Drum Tips From the Pros – Part 2 Derek Roddy
For those of you who missed last weeks edition with Simon Phillips, we’re running a weekly drum microphone tip series in support of our Drum Mastery Workshops. This week, we look at microphone technique from Derek Roddy – best known for his work with the follow acts: Aurora Borealis, Council of the Fallen, Hate Eternal, Malevolent Creation, Nile, Serpent’s Rise, Today Is the Day, and Traumedy.
Derek Roddy’s Favourite Mic Technique – “Whatever Sounds Best”
“ My favourite mic technique is… whatever sounds best… given the situation I’m playing in.
I mic different sized drum kits… different ways.
For instance… I wouldn’t mic a 4 piece the same way I would mic my monster 10 piece.

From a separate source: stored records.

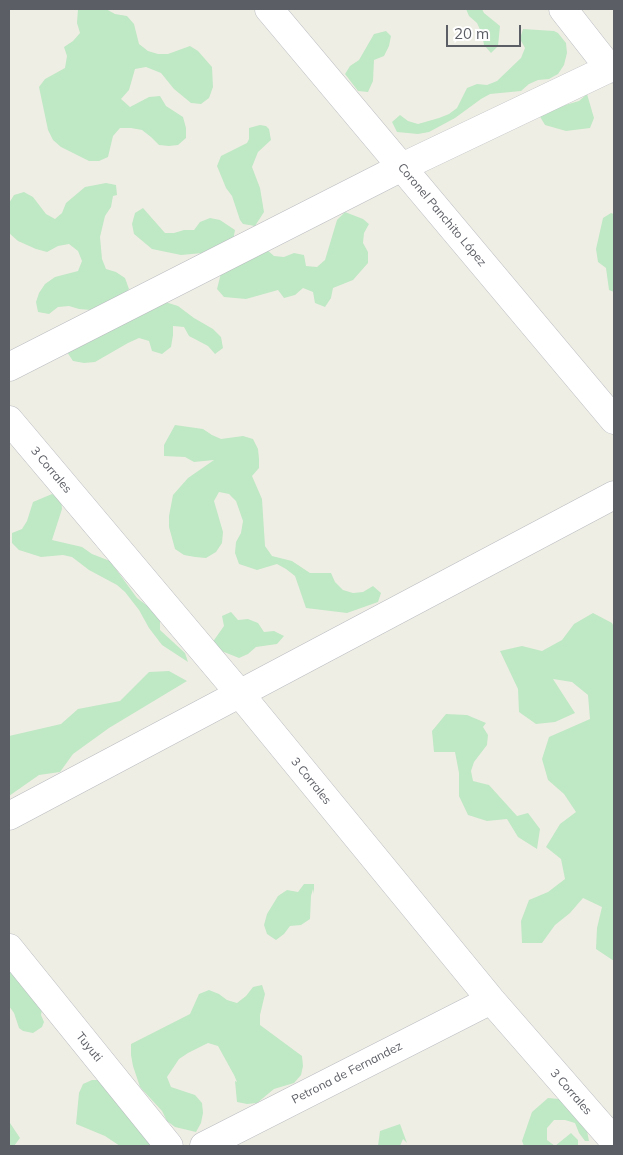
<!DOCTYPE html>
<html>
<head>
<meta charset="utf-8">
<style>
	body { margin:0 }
	#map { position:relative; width:623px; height:1155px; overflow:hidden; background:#efeee4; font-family:Mulish,sans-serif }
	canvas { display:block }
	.frame { position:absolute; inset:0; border:10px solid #5c5e65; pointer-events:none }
	.scale { position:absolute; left:446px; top:25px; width:75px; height:22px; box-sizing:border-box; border:2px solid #5c5e65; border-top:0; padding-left:6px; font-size:15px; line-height:18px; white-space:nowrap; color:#5c5e65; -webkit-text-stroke:4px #fff; paint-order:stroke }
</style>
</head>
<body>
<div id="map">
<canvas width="623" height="1155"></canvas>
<div class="frame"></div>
<div class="scale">20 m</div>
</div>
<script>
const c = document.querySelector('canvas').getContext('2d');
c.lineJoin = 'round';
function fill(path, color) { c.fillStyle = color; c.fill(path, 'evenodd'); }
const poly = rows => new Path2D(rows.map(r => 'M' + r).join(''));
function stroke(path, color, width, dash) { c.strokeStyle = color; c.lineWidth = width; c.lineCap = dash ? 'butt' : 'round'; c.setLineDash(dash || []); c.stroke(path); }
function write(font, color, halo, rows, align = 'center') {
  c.font = font + ' Mulish,sans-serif'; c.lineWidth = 4; c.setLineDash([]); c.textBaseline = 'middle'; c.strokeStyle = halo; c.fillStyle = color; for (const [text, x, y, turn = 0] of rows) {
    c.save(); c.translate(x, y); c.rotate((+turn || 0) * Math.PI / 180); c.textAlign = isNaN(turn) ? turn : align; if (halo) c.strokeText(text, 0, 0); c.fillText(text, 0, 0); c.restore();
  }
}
fill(poly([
	[78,9,106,9,115,14,127,16,134,24,139,44,148,51,158,54,168,54,190,46,198,51,212,67,213,87,209,98,201,104,191,103,174,89,161,73,146,67,135,69,129,90,121,99,130,107,149,97,160,96,166,106,183,117,186,128,186,138,178,145,169,146,159,145,151,137,142,130,131,128,120,128,113,136,108,157,99,161,89,161,61,147,53,140,48,130,39,87,45,79,65,68,67,56,64,47,73,41,80,33,77,23],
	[466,9,482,9,484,13,500,26,498,46,491,53,484,45,482,34,477,23,469,16],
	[523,29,554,31,558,33,566,43,567,53,564,65,558,74,549,79,538,80,529,84,521,91,490,94,481,99,455,118,429,132,418,134,397,132,392,122,400,115,408,121,418,124,439,118,449,114,457,108,467,88,477,84,487,85,497,81,521,58,525,48,520,39],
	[386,31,391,36,389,46,384,56,374,60,373,81,368,92,358,91,345,74,350,66,359,60,374,34],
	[587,94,594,118,590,128,566,131,545,125,539,115,548,110,579,101],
	[260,125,266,126,269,129,271,140,258,152,252,167,260,188,264,212,255,226,243,224,240,220,232,196,226,188,217,166,221,156,247,143,249,139,249,128],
	[106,183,116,185,117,195,113,196,111,207,105,216,100,237,102,259,106,269,116,272,125,278,129,289,122,296,91,310,79,309,69,306,58,307,49,314,38,312,36,302,39,293,45,284,55,277,78,271,82,261,78,251,69,244,58,246,47,252,36,249,18,241,9,233,9,203,14,195,24,192,33,197,46,214,55,219,62,213,66,203,85,187],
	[143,208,165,233,174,233,184,230,194,230,200,222,210,218,220,220,235,230,233,241,214,252,181,255,152,249,134,234,132,224,135,213],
	[345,212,363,219,369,224,364,233,363,243,368,252,368,263,353,280,333,288,331,298,325,307,315,303,313,292,303,288,295,295,284,298,278,290,246,299,224,297,217,289,222,269,266,249,274,256,284,257,294,253,304,255,306,266,317,267,325,260,337,220],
	[611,213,614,214,614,292,609,290,606,268,598,262,596,249,603,218],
	[159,300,178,306,194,318,213,329,221,337,223,348,215,354,208,346,189,336,184,327,173,326,173,335,171,347,162,354,152,351,149,341,139,338,128,343,95,362,84,363,73,361,67,352],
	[175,425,203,429,212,435,221,439,243,436,253,439,258,449,259,459,259,468,252,476,262,499,265,546,272,556,292,561,310,573,331,573,335,582,343,590,353,593,363,592,373,586,381,593,378,602,347,613,306,608,295,576,286,569,277,564,257,570,239,564,235,553,236,542,241,533,243,521,236,501,229,494,219,492,214,501,223,532,222,543,216,552,206,558,195,557,184,555,175,549,169,527,169,516,173,495,188,478,214,460,194,462,185,457,164,456,164,445],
	[52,494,61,499,62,509,52,540,82,547,92,554,110,561,137,598,153,610,160,619,160,630,185,653,188,662,162,645,149,628,139,610,125,592,117,585,89,570,72,557,63,555,41,557,19,550,12,543,12,533,22,529,27,521,33,502],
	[231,612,238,620,248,619,258,623,264,632,274,631,284,636,277,644,256,647,248,654,239,658,219,650,212,643,224,626,222,616],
	[593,613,612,623,614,627,614,961,596,949,597,928,602,907,583,898,570,913,555,925,542,943,522,943,521,921,529,900,548,892,565,879,561,859,546,847,560,824,576,812,564,794,548,780,542,759,549,737,590,719,588,695,572,682,553,679,575,713,555,722,536,724,519,712,518,689,500,651,522,646,542,651,562,640,574,624],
	[169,671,187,681,109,728,73,754,60,772,39,775,9,796,9,736,61,724,78,709,120,701,149,672],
	[446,714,467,715,486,723,483,727,488,735,487,745,474,762,471,771,473,781,489,785,517,816,528,813,540,829,537,849,518,837,507,819,487,821,468,815,459,796,459,773,455,752,434,752,432,731],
	[304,884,314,884,314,894,313,889,311,896,310,919,301,925,290,926,284,934,276,940,267,934,264,925,267,914,278,896,287,890,298,892],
	[9,968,42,1010,41,1015,44,1022,42,1027,33,1033,23,1031,19,1028,14,1013,9,1006],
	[262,985,265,994,260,1015,260,1025,302,1056,303,1066,301,1075,294,1083,274,1089,257,1103,247,1104,237,1102,235,1081,237,1082,234,1075,218,1046,208,1043,188,1053,179,1059,167,1077,171,1087,195,1095,202,1103,203,1113,201,1123,196,1132,175,1127,167,1121,162,1111,140,1087,133,1066,131,1055,131,1044,190,1014,199,994,209,990,219,994,227,1000,237,1003,246,996,253,987],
	[92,1080,103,1080,154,1146,120,1146,105,1136,76,1124,79,1093,83,1084],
	[548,1098,559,1099,587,1131,589,1141,585,1141,579,1133,575,1123,565,1120,554,1120,547,1128,547,1140,555,1146,571,1133,578,1140,578,1146,524,1146,522,1141,532,1112],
	[9,1118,10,1123,20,1138,14,1146,9,1146],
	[400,1124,407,1143,403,1139,400,1146,378,1146,380,1131]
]), '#bfe8c5');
const minor = poly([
	[269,9,614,420],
	[563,9,610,69],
	[9,367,402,167,614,66],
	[9,420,240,694,491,1000,614,1141],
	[9,816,614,495],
	[9,948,169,1146],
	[204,1146,491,1000]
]);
stroke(minor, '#b9bbc0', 29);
stroke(minor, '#fff', 28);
write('12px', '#5c5e65', '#fff', [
	["Coronel Panchito López",442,215,50],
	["3 Corrales",51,470,50],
	["3 Corrales",311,781,51],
	["Tuyuti",89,1047,51],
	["Petrona de Fernandez",347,1073,-27],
	["3 Corrales",571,1092,49]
]);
</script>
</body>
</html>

Also, depends on the sound I’m going for… Room sound, close sound, isolated sound, etc.
For the big kit… and playing Rock, Metal, etc… I normally use 3 SM81’s for overheads (L, centre, R) Beta 52’s for the kicks, SM57 on top and bottom of snare, SM98’s on the Toms. A “closed mic” isolated type of sound.
One trick I always use is… cutting a small piece of cardboard in a 6 inch square, with a hole (just big enough to push a 57 through) in the middle. I use the cardboard as a “buffer” for air pressure coming from the Hi Hat… to prevent that annoying bleed.”
Don’t be Afraid to Experiment with Mic Technique
Derek’s varied and flexible technique when it comes to mic’ing a drum kit demonstrates just how diverse and challenging it can be. As always, there is no one size fits all solution when it comes to microphones, and although it’s important to do your research – it’s even more important to experiment. Have faith in your ears and remember that if it sounds good, it is good.